(Task details):
Set down every entry below exactly as it stands.

(Dataset entries):
==================================================

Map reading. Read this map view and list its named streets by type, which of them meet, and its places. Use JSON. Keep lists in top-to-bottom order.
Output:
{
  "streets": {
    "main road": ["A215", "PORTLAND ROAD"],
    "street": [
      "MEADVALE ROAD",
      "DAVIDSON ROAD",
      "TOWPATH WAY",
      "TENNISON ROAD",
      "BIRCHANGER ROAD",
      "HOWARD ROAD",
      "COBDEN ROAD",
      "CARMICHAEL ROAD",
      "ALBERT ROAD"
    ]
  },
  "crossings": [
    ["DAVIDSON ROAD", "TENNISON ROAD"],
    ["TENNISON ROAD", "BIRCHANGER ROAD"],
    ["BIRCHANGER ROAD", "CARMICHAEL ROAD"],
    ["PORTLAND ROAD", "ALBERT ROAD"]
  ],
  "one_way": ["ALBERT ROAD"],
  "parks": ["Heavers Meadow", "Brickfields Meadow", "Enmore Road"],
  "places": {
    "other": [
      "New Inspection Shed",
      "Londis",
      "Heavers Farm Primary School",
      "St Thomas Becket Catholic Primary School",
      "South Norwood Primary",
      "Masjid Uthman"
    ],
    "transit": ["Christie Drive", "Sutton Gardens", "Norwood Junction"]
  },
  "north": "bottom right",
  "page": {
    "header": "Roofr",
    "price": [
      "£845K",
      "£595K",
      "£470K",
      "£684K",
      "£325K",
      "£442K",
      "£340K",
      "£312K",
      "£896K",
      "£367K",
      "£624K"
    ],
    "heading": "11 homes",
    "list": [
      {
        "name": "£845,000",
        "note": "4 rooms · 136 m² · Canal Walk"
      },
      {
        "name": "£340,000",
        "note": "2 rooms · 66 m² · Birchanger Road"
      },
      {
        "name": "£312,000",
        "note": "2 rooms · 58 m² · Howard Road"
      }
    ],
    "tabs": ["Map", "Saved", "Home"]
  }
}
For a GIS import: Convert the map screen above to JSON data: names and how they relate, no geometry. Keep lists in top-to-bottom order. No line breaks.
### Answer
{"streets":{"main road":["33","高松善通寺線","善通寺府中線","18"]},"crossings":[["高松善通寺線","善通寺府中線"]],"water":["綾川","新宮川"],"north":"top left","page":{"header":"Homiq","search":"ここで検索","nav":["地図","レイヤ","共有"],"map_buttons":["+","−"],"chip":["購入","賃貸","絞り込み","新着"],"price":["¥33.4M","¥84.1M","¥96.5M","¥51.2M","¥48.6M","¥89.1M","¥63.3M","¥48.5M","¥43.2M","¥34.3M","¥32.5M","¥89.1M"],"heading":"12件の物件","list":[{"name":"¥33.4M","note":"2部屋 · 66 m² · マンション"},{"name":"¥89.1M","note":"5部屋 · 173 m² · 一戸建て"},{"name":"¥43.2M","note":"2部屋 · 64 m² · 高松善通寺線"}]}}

==================================================

(Written solution):
Map reading. Read this map view and list its named streets by type, which of them meet, and its places. Use JSON. Keep lists in top-to-bottom order.
Output:
{
  "streets": {
    "main road": ["A215", "PORTLAND ROAD"],
    "street": [
      "MEADVALE ROAD",
      "DAVIDSON ROAD",
      "TOWPATH WAY",
      "TENNISON ROAD",
      "BIRCHANGER ROAD",
      "HOWARD ROAD",
      "COBDEN ROAD",
      "CARMICHAEL ROAD",
      "ALBERT ROAD"
    ]
  },
  "crossings": [
    ["DAVIDSON ROAD", "TENNISON ROAD"],
    ["TENNISON ROAD", "BIRCHANGER ROAD"],
    ["BIRCHANGER ROAD", "CARMICHAEL ROAD"],
    ["PORTLAND ROAD", "ALBERT ROAD"]
  ],
  "one_way": ["ALBERT ROAD"],
  "parks": ["Heavers Meadow", "Brickfields Meadow", "Enmore Road"],
  "places": {
    "other": [
      "New Inspection Shed",
      "Londis",
      "Heavers Farm Primary School",
      "St Thomas Becket Catholic Primary School",
      "South Norwood Primary",
      "Masjid Uthman"
    ],
    "transit": ["Christie Drive", "Sutton Gardens", "Norwood Junction"]
  },
  "north": "bottom right",
  "page": {
    "header": "Roofr",
    "price": [
      "£845K",
      "£595K",
      "£470K",
      "£684K",
      "£325K",
      "£442K",
      "£340K",
      "£312K",
      "£896K",
      "£367K",
      "£624K"
    ],
    "heading": "11 homes",
    "list": [
      {
        "name": "£845,000",
        "note": "4 rooms · 136 m² · Canal Walk"
      },
      {
        "name": "£340,000",
        "note": "2 rooms · 66 m² · Birchanger Road"
      },
      {
        "name": "£312,000",
        "note": "2 rooms · 58 m² · Howard Road"
      }
    ],
    "tabs": ["Map", "Saved", "Home"]
  }
}
For a GIS import: Convert the map screen above to JSON data: names and how they relate, no geometry. Keep lists in top-to-bottom order. No line breaks.
### Answer
{"streets":{"main road":["33","高松善通寺線","善通寺府中線","18"]},"crossings":[["高松善通寺線","善通寺府中線"]],"water":["綾川","新宮川"],"north":"top left","page":{"header":"Homiq","search":"ここで検索","nav":["地図","レイヤ","共有"],"map_buttons":["+","−"],"chip":["購入","賃貸","絞り込み","新着"],"price":["¥33.4M","¥84.1M","¥96.5M","¥51.2M","¥48.6M","¥89.1M","¥63.3M","¥48.5M","¥43.2M","¥34.3M","¥32.5M","¥89.1M"],"heading":"12件の物件","list":[{"name":"¥33.4M","note":"2部屋 · 66 m² · マンション"},{"name":"¥89.1M","note":"5部屋 · 173 m² · 一戸建て"},{"name":"¥43.2M","note":"2部屋 · 64 m² · 高松善通寺線"}]}}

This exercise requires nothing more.